● **MATERIAL FOR THIS TASK**:
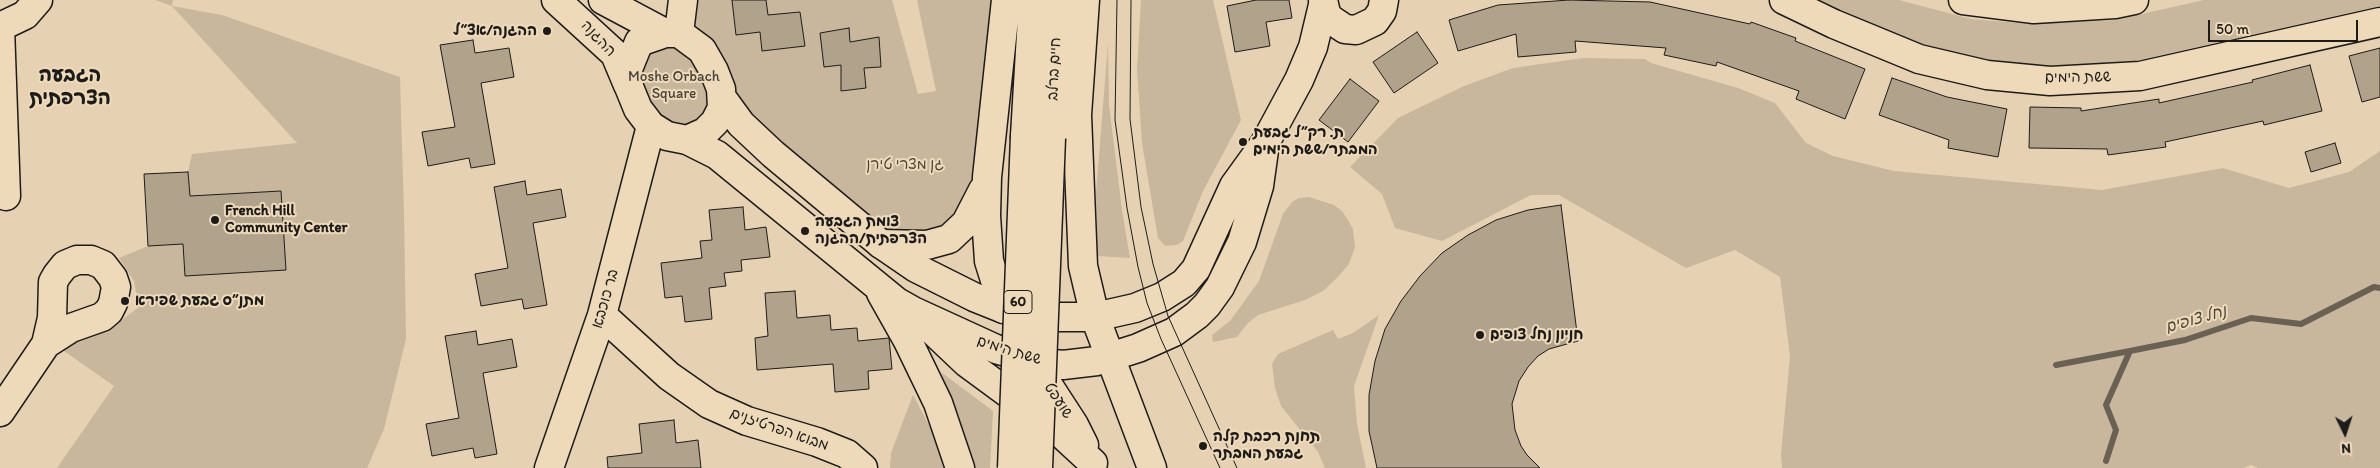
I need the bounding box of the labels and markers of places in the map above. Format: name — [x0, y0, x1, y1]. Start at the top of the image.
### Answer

==

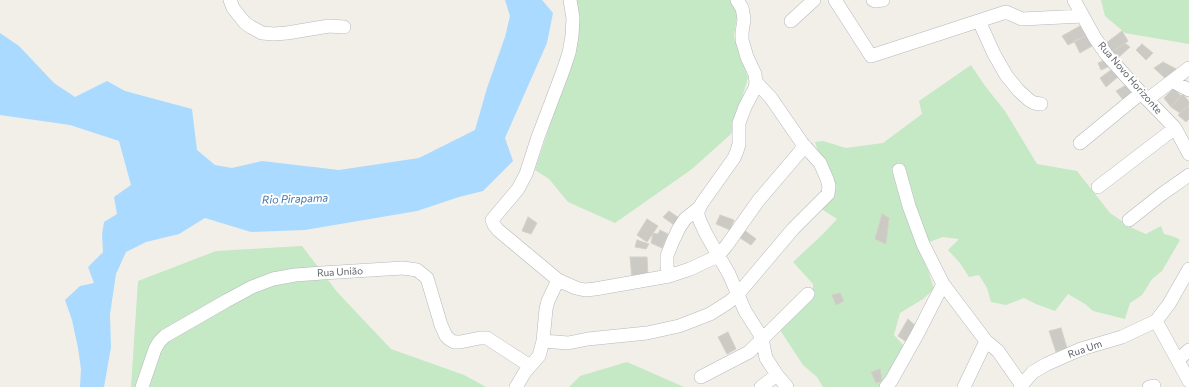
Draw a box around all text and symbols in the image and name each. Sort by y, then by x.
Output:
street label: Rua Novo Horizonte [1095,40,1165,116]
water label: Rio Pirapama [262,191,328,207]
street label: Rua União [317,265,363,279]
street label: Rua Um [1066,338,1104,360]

● **YOUR TASK**: Gather each line in the data that holds the string "image".

● **YOUR RESPONSE**:
I need the bounding box of the labels and markers of places in the map above. Format: name — [x0, y0, x1, y1]. Start at the top of the image.
Draw a box around all text and symbols in the image and name each. Sort by y, then by x.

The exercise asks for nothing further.